Minneapolis crews dismantle barriers around Renee Good memorial, educators urge ICE to “stay away from schools”

Minneapolis is reeling after an ICE agent fatally shot a woman on the city’s south side Wednesday morning. The victim, 37-year-old Renee Good, described herself as a “poet and writer and wife and mom” who had recently moved from Kansas City, Missouri.

The agent who shot Good was a member of a specially trained tactical unit within ICE Enforcement and Removal Operations, a senior Department of Homeland Security official confirmed to CBS News. He was previously dragged by a car when trying to arrest a man in Bloomington, Minnesota, six months ago. Court records from that incident indicate that the officer the DHS says shot Good was Jonathan Ross.

This is a developing story. Follow live updates below. 

Several Minneapolis, Hennepin County and state leaders gathered Friday morning at Minneapolis City Hall in a joint call for President Trump’s FBI to bring the Minnesota Bureau of Criminal Apprehension into the fold for the investigation into the killing of Renee Good.

Minneapolis Mayor Frey said he has a “simple ask” for U.S. Attorney General Pam Bondi and her Department of Justice: “embrace the truth” and include “local experts in the process.”

“The Bureau of Criminal Apprehension at the state of Minnesota has consistently run these investigations before. They have done so without bias. They’ve done so with a great deal of expertise,” Frey said. “This is not some radical, way out-there group. This is a group that is formed by experts who understand how to investigate. Many of them have been police officers themselves.”

Frey also pushed back against the narrative that Minneapolis is a “dangerous … post-apocalyptic hellscape.”

“Let me give you a statistic. Fifty-percent of the shootings that have happened thus far in Minneapolis this year have been ICE. In other words, we’ve only had two shootings. One of them has been ICE,” Frey said. “We are a safe city. ICE is making it less so. We are a city of unity, but ICE is trying to divide us and tear us apart.”

Leaders from several Minnesota educators unions gathered Friday morning in St. Paul to discuss the ongoing crisis involving the surge of federal agents in the state, and the devastation it’s been causing for students, teachers and families.

“This constant worry is actively harming our staff and our students. It has changed the shape of our work day as we’ve put new protocols in place to try and keep everyone safe,” said Chris Erickson, president of the St. Cloud Education Association. 

Erickson said his educators are preparing to find alternate ways to hold parent-teacher conferences.  

“Many parents do not feel safe coming to our schools because of the fear of being taken away from their schools, their homes and their workplaces.
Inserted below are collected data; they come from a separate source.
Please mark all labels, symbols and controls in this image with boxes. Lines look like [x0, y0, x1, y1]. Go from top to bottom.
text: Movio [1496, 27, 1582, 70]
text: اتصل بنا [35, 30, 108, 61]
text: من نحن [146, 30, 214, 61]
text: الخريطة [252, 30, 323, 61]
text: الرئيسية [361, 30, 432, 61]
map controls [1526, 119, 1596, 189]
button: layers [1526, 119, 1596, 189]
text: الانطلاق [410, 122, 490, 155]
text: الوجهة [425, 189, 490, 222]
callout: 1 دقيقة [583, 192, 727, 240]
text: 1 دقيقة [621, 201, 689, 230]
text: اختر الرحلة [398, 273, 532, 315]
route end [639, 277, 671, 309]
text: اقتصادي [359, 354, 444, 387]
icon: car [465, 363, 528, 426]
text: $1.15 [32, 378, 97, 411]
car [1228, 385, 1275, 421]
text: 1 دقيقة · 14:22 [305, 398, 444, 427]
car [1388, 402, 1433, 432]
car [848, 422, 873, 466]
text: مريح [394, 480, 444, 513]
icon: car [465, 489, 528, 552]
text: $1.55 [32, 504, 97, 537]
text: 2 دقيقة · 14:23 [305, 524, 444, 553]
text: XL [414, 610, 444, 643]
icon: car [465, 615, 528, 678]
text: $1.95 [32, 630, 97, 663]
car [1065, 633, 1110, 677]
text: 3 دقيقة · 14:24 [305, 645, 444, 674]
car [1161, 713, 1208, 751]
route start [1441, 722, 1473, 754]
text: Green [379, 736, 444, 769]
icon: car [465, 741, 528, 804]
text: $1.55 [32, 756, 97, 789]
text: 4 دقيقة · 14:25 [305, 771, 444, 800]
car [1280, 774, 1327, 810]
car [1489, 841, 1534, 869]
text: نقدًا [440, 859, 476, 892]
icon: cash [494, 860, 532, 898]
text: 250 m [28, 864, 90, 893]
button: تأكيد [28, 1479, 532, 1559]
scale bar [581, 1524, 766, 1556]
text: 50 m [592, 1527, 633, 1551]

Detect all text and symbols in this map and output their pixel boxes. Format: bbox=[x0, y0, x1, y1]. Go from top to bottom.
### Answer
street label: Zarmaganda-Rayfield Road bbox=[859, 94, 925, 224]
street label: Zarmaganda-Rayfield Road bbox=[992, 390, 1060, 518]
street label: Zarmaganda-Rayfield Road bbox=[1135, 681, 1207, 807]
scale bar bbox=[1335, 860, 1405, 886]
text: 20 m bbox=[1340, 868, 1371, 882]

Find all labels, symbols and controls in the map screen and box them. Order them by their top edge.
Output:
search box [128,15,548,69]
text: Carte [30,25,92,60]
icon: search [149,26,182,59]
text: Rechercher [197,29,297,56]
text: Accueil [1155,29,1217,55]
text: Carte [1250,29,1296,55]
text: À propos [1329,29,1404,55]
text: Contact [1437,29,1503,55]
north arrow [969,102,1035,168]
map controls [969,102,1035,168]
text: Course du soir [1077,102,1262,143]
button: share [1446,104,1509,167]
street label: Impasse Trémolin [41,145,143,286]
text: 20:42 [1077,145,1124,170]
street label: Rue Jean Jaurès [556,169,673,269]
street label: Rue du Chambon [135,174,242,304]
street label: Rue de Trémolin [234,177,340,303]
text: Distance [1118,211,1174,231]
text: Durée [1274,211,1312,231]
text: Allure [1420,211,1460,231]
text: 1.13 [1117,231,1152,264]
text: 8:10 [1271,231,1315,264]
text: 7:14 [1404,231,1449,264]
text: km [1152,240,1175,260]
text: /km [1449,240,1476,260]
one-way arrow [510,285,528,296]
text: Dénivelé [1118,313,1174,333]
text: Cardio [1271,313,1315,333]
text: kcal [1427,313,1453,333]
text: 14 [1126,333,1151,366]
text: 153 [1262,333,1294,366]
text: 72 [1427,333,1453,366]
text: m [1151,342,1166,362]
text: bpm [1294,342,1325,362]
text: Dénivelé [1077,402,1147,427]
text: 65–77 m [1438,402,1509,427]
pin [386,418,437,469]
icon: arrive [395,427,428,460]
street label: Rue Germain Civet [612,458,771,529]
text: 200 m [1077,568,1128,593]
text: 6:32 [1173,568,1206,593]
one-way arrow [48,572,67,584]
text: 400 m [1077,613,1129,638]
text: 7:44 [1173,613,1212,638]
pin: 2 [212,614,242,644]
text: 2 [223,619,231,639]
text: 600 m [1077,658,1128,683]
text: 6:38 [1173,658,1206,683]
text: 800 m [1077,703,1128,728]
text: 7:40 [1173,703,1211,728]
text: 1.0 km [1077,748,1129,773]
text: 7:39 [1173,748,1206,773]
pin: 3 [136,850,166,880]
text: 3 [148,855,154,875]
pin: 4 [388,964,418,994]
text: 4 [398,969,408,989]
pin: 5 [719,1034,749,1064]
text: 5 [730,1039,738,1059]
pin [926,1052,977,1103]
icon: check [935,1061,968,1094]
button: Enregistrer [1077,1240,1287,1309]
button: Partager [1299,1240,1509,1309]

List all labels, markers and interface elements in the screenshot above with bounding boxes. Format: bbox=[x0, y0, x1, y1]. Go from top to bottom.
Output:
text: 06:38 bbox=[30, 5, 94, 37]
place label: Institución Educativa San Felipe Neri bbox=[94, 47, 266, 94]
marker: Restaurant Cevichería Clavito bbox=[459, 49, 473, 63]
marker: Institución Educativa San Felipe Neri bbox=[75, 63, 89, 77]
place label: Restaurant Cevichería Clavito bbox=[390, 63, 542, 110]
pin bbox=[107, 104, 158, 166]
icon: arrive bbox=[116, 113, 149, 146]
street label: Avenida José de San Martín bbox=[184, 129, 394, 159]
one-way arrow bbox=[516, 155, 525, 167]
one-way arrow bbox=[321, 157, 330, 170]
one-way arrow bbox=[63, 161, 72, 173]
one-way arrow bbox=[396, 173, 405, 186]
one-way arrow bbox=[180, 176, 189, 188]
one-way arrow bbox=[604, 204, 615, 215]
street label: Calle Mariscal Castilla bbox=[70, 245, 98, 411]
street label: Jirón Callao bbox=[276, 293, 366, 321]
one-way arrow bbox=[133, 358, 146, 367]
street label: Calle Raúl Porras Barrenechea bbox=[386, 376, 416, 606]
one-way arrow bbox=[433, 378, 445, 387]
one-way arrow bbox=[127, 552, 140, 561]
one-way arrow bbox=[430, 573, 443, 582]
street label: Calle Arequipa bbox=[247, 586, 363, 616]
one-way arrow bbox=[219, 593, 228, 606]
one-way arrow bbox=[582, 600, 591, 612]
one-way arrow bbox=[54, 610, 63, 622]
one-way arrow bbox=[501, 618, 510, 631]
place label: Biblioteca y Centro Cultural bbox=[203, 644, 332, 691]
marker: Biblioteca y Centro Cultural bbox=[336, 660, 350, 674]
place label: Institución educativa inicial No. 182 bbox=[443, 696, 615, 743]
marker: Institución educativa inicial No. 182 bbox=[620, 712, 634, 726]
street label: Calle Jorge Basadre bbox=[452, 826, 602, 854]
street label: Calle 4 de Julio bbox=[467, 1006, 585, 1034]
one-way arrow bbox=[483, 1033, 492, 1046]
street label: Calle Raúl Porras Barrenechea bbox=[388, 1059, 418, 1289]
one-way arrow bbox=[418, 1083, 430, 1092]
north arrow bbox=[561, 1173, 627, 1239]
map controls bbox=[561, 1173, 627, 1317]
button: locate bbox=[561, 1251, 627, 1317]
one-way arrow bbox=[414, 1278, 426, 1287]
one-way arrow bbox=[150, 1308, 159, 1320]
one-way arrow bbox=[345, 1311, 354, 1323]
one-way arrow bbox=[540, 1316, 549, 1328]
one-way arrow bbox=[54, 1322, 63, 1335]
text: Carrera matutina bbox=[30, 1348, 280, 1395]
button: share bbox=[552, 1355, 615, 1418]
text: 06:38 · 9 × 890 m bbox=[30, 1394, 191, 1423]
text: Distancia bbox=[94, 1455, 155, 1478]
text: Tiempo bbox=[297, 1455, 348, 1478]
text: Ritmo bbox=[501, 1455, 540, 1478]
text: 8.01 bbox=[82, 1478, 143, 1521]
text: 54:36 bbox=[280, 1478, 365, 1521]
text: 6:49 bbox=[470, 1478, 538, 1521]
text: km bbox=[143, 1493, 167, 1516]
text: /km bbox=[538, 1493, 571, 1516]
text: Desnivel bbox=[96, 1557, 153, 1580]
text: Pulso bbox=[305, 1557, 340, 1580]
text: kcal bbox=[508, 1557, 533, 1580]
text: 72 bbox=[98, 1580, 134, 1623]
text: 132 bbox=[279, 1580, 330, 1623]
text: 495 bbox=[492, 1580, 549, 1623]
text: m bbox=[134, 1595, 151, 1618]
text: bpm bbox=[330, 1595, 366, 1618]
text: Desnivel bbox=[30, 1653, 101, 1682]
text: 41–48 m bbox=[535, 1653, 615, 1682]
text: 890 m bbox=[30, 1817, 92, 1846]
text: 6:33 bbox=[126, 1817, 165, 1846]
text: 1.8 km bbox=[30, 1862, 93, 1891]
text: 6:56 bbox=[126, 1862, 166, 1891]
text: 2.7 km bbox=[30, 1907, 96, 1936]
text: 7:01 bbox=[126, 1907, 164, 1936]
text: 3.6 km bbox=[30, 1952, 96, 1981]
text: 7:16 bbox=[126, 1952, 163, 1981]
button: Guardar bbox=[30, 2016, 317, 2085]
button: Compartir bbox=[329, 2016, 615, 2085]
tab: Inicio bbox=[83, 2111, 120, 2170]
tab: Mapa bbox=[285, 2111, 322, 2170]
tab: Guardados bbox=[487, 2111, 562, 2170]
I had a special education teacher who works with students with physical and cognitive disabilities, and she shared with me that one of her students stated in a message to her, ‘I’m afraid to go to school,'” Erickson said. “Public education is a right, and every child in Minnesota deserves to attend a public school that is safe and welcoming — but that cannot happen as long as ICE remains in Minnesota. They need to leave our state and they need to leave our schools now.”

Wendy Marczak, president of the Bloomington Federation of Teachers, said federal agents are “terrorizing families” in her schools.

“We train for school shootings. We do not train for our own federal government to terrorize children. Ask yourself, would you want your child going through this? An entire student body is being traumatized by witnessing ICE activity around their schools. When ICE operates near schools, those schools feel under threat, and that is unacceptable,” Marczak said. “In Minnesota we value education, yet right now, the federal government is scaring students, families and school staff. That makes one thing painfully clear: our children’s safety and education are not being treated as priorities.”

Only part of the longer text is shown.